Having young teens involved in extracurricular activities and volunteering efforts can build character and be a part of a healthy lifestyle.  But parents must help their teenagers maintain a balance between school, activity, and free time to avoid unnecessary stress.

Let’s look at some benefits for children active in outside programs:

  • Create new relationships
  • Learn about commitment
  • Discover teamwork and organizational skills
  • Increase self-esteem by helping others
  • Learn time management
  • Obtain scholarships to colleges
  • Create a fuller resume to find a better job

Looking at the positives it’s no wonder parents want their children involved in outside activities and volunteering.

However, parents should remember four things when helping their teenagers choose activities: 

  • Teens need a voice
  • A need for unstructured time
  • Parents are the advisors
  • Know when to step in

Teens Need a Voice

The key of any parent/child relationship is open communication.
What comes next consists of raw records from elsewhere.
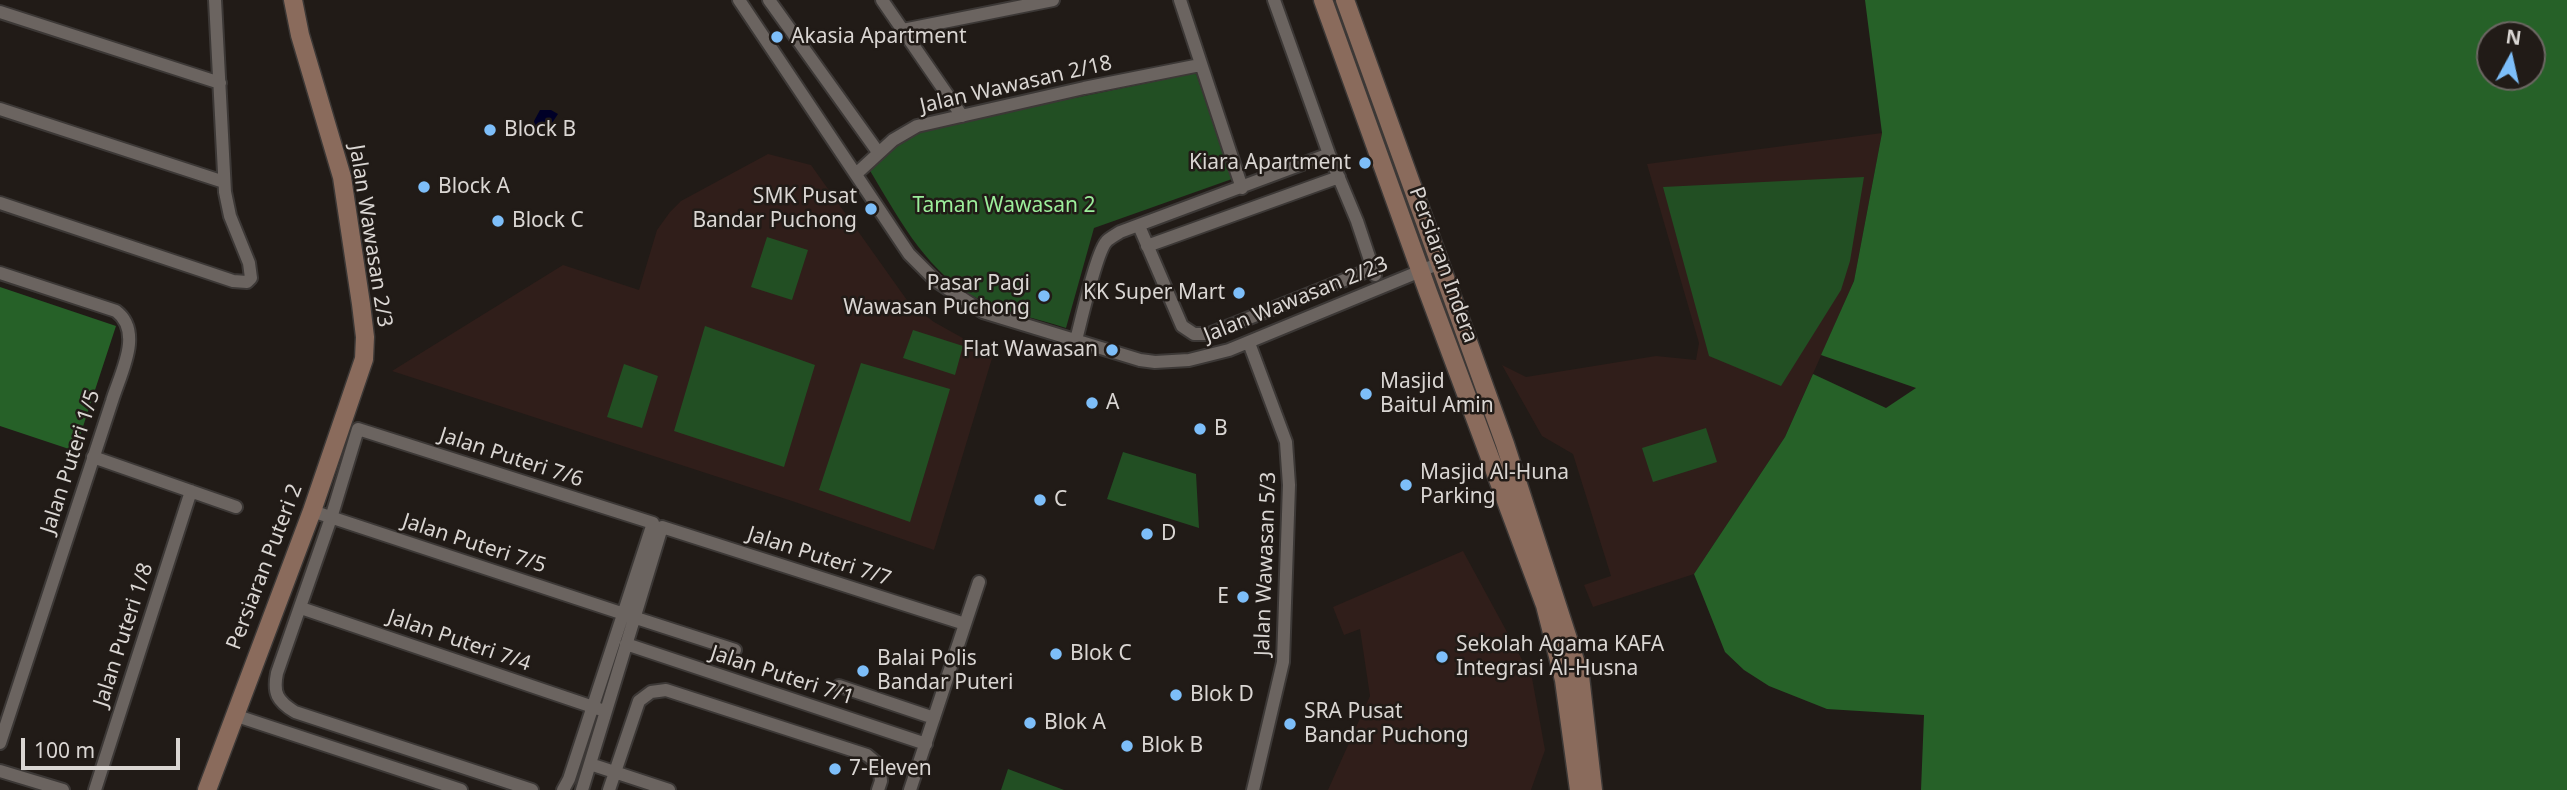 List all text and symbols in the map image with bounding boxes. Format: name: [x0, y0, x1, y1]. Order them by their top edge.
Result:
north arrow: [2476, 21, 2546, 91]
text: N: [2504, 23, 2523, 51]
place label: Akasia Apartment: [791, 24, 967, 50]
marker: Akasia Apartment: [769, 29, 785, 45]
street label: Jalan Wawasan 2/18: [917, 51, 1115, 119]
place label: Block B: [504, 117, 576, 143]
marker: Block B: [482, 122, 498, 138]
street label: Jalan Wawasan 2/3: [343, 143, 397, 329]
place label: Kiara Apartment: [1189, 150, 1351, 176]
marker: Kiara Apartment: [1357, 155, 1373, 171]
place label: Block A: [438, 174, 510, 200]
marker: Block A: [416, 179, 432, 195]
place label: SMK Pusat Bandar Puchong: [692, 184, 857, 234]
street label: Persiaran Indera: [1403, 184, 1483, 346]
park label: Taman Wawasan 2: [912, 193, 1096, 219]
marker: SMK Pusat Bandar Puchong: [863, 201, 879, 217]
place label: Block C: [512, 208, 584, 234]
marker: Block C: [490, 213, 506, 229]
street label: Jalan Wawasan 2/23: [1200, 252, 1392, 348]
place label: Pasar Pagi Wawasan Puchong: [843, 271, 1030, 321]
place label: KK Super Mart: [1083, 280, 1225, 306]
marker: KK Super Mart: [1231, 285, 1247, 301]
marker: Pasar Pagi Wawasan Puchong: [1036, 288, 1052, 304]
place label: Flat Wawasan: [963, 337, 1098, 363]
marker: Flat Wawasan: [1104, 342, 1120, 358]
place label: Masjid Baitul Amin: [1380, 369, 1494, 419]
marker: Masjid Baitul Amin: [1358, 386, 1374, 402]
street label: Jalan Puteri 1/5: [36, 387, 106, 537]
place label: A: [1106, 390, 1119, 416]
marker: A: [1084, 395, 1100, 411]
place label: B: [1214, 416, 1228, 442]
marker: B: [1192, 421, 1208, 437]
street label: Jalan Puteri 7/6: [436, 423, 586, 493]
place label: Masjid Al-Huna Parking: [1420, 460, 1569, 510]
street label: Jalan Wawasan 5/3: [1250, 471, 1282, 657]
marker: Masjid Al-Huna Parking: [1398, 477, 1414, 493]
street label: Persiaran Puteri 2: [222, 481, 308, 653]
place label: C: [1054, 487, 1067, 513]
marker: C: [1032, 492, 1048, 508]
street label: Jalan Puteri 7/5: [399, 509, 549, 579]
place label: D: [1161, 521, 1176, 547]
street label: Jalan Puteri 7/7: [744, 522, 894, 592]
marker: D: [1139, 526, 1155, 542]
street label: Jalan Puteri 1/8: [89, 560, 159, 710]
place label: E: [1217, 584, 1229, 610]
marker: E: [1235, 589, 1251, 605]
street label: Jalan Puteri 7/4: [384, 605, 534, 677]
place label: Sekolah Agama KAFA Integrasi Al-Husna: [1456, 632, 1664, 682]
street label: Jalan Puteri 7/1: [707, 641, 857, 711]
place label: Blok C: [1070, 641, 1132, 667]
place label: Balai Polis Bandar Puteri: [877, 646, 1013, 696]
marker: Blok C: [1048, 646, 1064, 662]
marker: Sekolah Agama KAFA Integrasi Al-Husna: [1434, 649, 1450, 665]
marker: Balai Polis Bandar Puteri: [855, 663, 871, 679]
place label: Blok D: [1190, 682, 1254, 708]
marker: Blok D: [1168, 687, 1184, 703]
place label: SRA Pusat Bandar Puchong: [1304, 699, 1469, 749]
place label: Blok A: [1044, 710, 1106, 736]
marker: Blok A: [1022, 715, 1038, 731]
marker: SRA Pusat Bandar Puchong: [1282, 716, 1298, 732]
scale bar: [24, 724, 184, 768]
place label: Blok B: [1141, 733, 1203, 759]
text: 100 m: [34, 736, 95, 764]
marker: Blok B: [1119, 738, 1135, 754]
place label: 7-Eleven: [849, 756, 932, 782]
marker: 7-Eleven: [827, 761, 843, 777]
You should allow your son or daughter a voice in the decision-making process and then listen to him or her.  Teens want to know their opinions count.  You help your teenagers grow toward independence by allowing them the opportunity to develop decision-making and problem-solving skills.  It is never too late to begin.

A Need for Unstructured Time

Show your children the benefits of turning off the outside noise to enjoy the company of family, friends, or self.  Have meals together whenever possible and enjoy a night of charades or a board game once in a while.  Without constant activity, relationships can be nurtured, whether family or friends.  Unstructured time reduces stress and allows for:

  • children to dream
  • creativity to flourish
  • the mind to expand through reading, conversation, or play activity
  • exploration of the world around them
  • discovery of a child’s inner self

Parents as the Advisors

Open communication does not mean that parents concede to any request from their children.  As parents you must consider the choices presented; then guide your teens to the best activity for them.  Once you and your teen choose an activity or two, check on the progress of the decision made.
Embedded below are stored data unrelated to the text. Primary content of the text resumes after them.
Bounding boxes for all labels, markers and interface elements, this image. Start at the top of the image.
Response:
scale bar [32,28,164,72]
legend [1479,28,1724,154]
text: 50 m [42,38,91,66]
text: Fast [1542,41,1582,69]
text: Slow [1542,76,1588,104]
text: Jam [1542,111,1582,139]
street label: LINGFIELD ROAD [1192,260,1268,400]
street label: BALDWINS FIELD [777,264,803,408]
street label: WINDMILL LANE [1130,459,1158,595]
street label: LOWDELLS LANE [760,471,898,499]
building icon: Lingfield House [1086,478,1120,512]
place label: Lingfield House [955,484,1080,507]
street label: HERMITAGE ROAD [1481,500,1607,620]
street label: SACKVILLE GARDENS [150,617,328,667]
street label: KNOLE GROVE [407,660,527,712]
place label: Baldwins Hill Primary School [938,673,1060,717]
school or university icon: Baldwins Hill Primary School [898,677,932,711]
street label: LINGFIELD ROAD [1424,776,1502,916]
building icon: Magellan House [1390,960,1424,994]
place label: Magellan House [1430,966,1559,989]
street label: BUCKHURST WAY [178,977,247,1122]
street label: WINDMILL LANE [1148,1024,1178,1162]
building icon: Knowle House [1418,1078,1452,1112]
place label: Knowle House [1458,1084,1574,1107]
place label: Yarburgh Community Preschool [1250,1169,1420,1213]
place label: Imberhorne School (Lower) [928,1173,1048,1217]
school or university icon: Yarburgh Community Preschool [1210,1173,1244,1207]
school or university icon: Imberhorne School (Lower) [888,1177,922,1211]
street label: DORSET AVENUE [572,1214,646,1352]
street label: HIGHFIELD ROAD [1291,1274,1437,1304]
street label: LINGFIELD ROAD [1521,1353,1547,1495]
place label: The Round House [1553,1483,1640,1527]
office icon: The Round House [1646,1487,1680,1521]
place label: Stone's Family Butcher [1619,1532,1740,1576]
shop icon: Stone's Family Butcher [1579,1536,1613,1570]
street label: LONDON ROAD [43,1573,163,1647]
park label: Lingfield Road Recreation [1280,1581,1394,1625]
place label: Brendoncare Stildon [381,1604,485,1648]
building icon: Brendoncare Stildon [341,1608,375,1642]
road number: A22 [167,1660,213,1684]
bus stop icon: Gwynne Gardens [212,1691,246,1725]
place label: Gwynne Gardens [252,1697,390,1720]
  • Is your son or daughter still motivated to go to the activity?
  • Do they feel safe in the chosen environment?
  • Does the coach or director understand your teen?
  • Does your teen have enough time to complete schoolwork?
  • Does your teen still have unstructured time or family time?

Know When to Step in

If all you do is take your teenager to activities and no one has time for sit-down meals, you and your teen are doing too much.  There needs to be family time to have that open communication with your child.

It may be time to cut back on activities or choose something that doesn’t require as much time from your child.  You and your teen need to reconsider the choices if you notice the following:

  • Grades are slipping at school
  • Your teen is always tired /sleeping habits disrupted
  • Normal eating habits change /skipping meals
  • Constant preoccupation
  • Your son or daughter can’t follow the conversation at the dinner table

The goal of every parent is to raise well-rounded, competent, caring children.  It is important for you to guide your teenager to a balance of individual activities, family activities, personal time, and schoolwork so that your student can achieve success in life.